[Dataset]

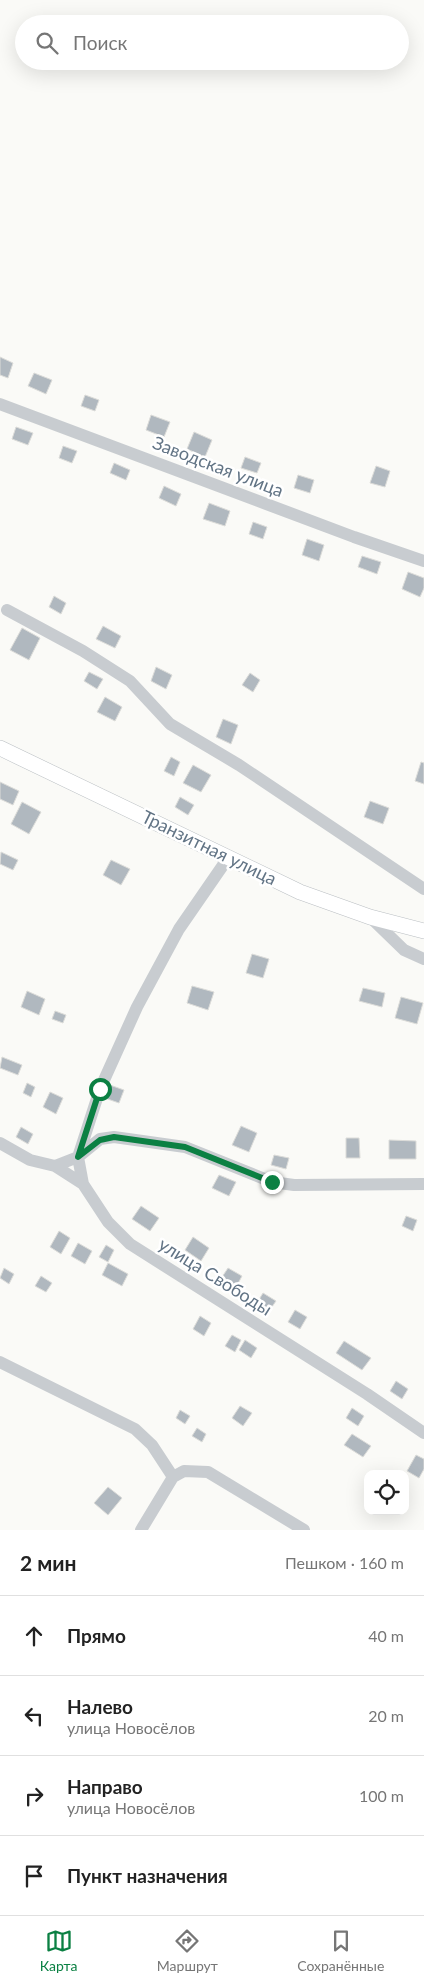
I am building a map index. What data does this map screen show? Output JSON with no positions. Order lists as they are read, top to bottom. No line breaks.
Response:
{"streets":{"main road":["Транзитная улица"],"street":["Заводская улица","улица Свободы"]},"page":{"search":"Поиск","heading":["2 мин","Пешком · 160 m"],"list":[["Прямо","40 m"],["Налево","улица Новосёлов","20 m"],["Направо","улица Новосёлов","100 m"],"Пункт назначения"],"nav":["Карта","Маршрут","Сохранённые"]}}
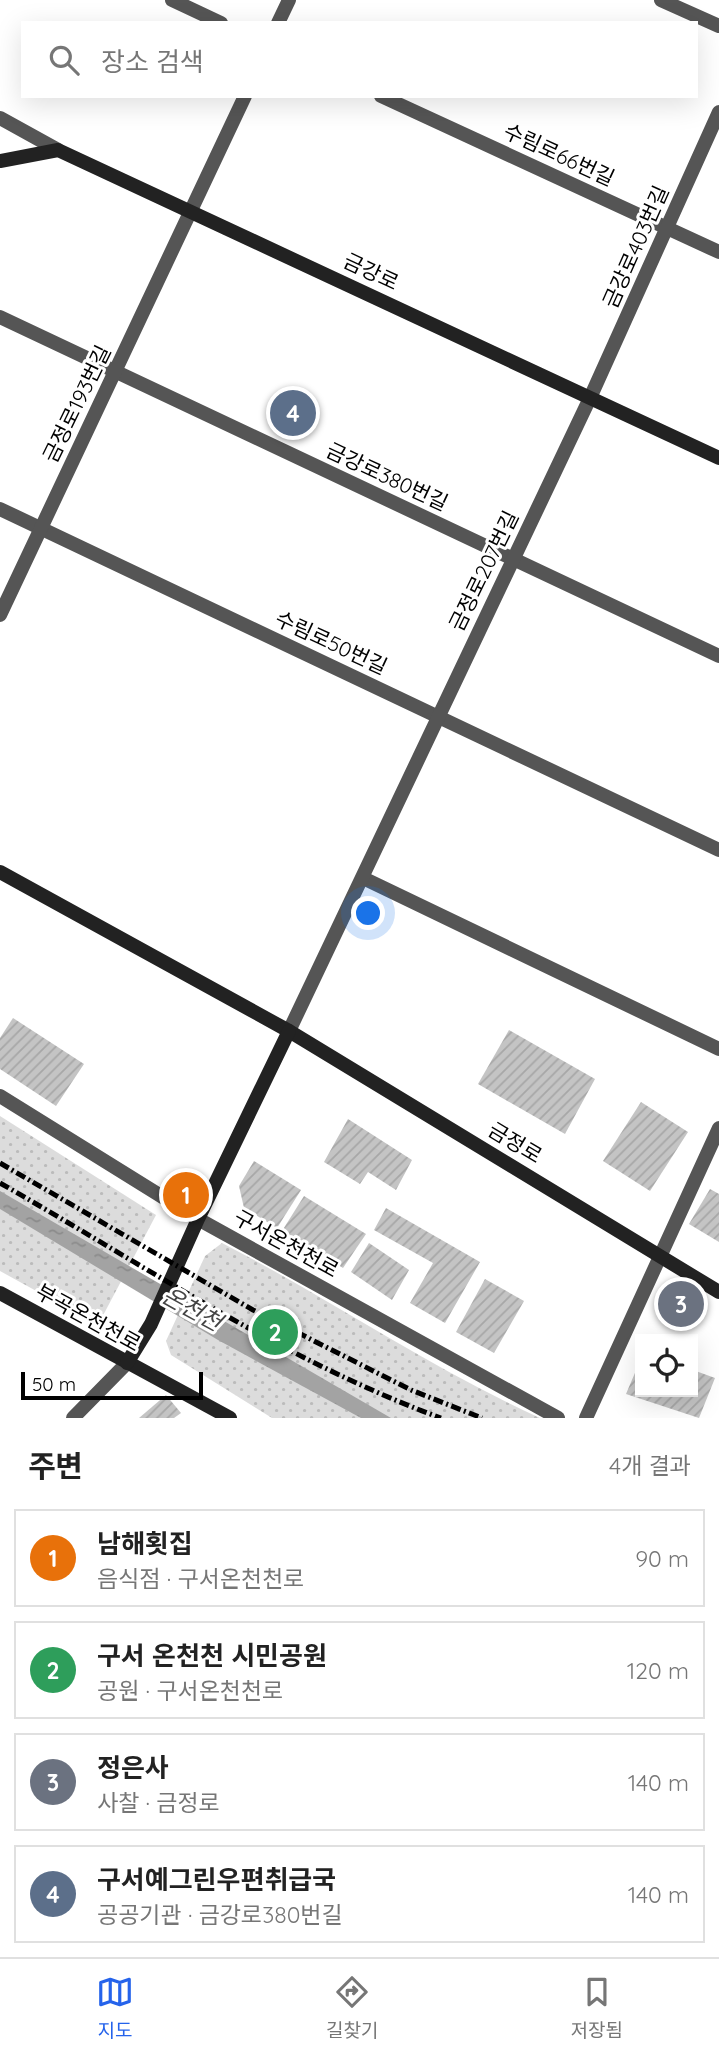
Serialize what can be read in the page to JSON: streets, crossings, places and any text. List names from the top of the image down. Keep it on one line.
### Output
{"streets":{"street":["수림로66번길","금강로403번길","금강로","금정로193번길","금강로380번길","금정로207번길","수림로50번길","금정로","구서온천천로","부곡온천천로"]},"crossings":[["수림로66번길","금강로403번길"],["금강로403번길","금강로"],["금강로403번길","금정로207번길"],["금강로","금정로193번길"],["금강로","금정로207번길"],["금정로193번길","금강로380번길"],["금정로193번길","수림로50번길"],["금강로380번길","금정로207번길"],["금정로207번길","수림로50번길"],["금정로207번길","금정로"]],"water":["온천천"],"scale_bar":"50 m","page":{"search":"장소 검색","pins":["4","1","3","2"],"scale":"50 m","heading":["주변","4개 결과"],"list":[{"mark":"1","name":"남해횟집","note":"음식점 · 구서온천천로","value":"90 m"},{"mark":"2","name":"구서 온천천 시민공원","note":"공원 · 구서온천천로","value":"120 m"},{"mark":"3","name":"정은사","note":"사찰 · 금정로","value":"140 m"},{"mark":"4","name":"구서예그린우편취급국","note":"공공기관 · 금강로380번길","value":"140 m"}],"nav":["지도","길찾기","저장됨"]}}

[/Dataset]

• What is needed:
The expected output is the full material above, word for word, without pictures.

• Exercise answer:
I am building a map index. What data does this map screen show? Output JSON with no positions. Order lists as they are read, top to bottom. No line breaks.
Response:
{"streets":{"main road":["Транзитная улица"],"street":["Заводская улица","улица Свободы"]},"page":{"search":"Поиск","heading":["2 мин","Пешком · 160 m"],"list":[["Прямо","40 m"],["Налево","улица Новосёлов","20 m"],["Направо","улица Новосёлов","100 m"],"Пункт назначения"],"nav":["Карта","Маршрут","Сохранённые"]}}
Serialize what can be read in the page to JSON: streets, crossings, places and any text. List names from the top of the image down. Keep it on one line.
### Output
{"streets":{"street":["수림로66번길","금강로403번길","금강로","금정로193번길","금강로380번길","금정로207번길","수림로50번길","금정로","구서온천천로","부곡온천천로"]},"crossings":[["수림로66번길","금강로403번길"],["금강로403번길","금강로"],["금강로403번길","금정로207번길"],["금강로","금정로193번길"],["금강로","금정로207번길"],["금정로193번길","금강로380번길"],["금정로193번길","수림로50번길"],["금강로380번길","금정로207번길"],["금정로207번길","수림로50번길"],["금정로207번길","금정로"]],"water":["온천천"],"scale_bar":"50 m","page":{"search":"장소 검색","pins":["4","1","3","2"],"scale":"50 m","heading":["주변","4개 결과"],"list":[{"mark":"1","name":"남해횟집","note":"음식점 · 구서온천천로","value":"90 m"},{"mark":"2","name":"구서 온천천 시민공원","note":"공원 · 구서온천천로","value":"120 m"},{"mark":"3","name":"정은사","note":"사찰 · 금정로","value":"140 m"},{"mark":"4","name":"구서예그린우편취급국","note":"공공기관 · 금강로380번길","value":"140 m"}],"nav":["지도","길찾기","저장됨"]}}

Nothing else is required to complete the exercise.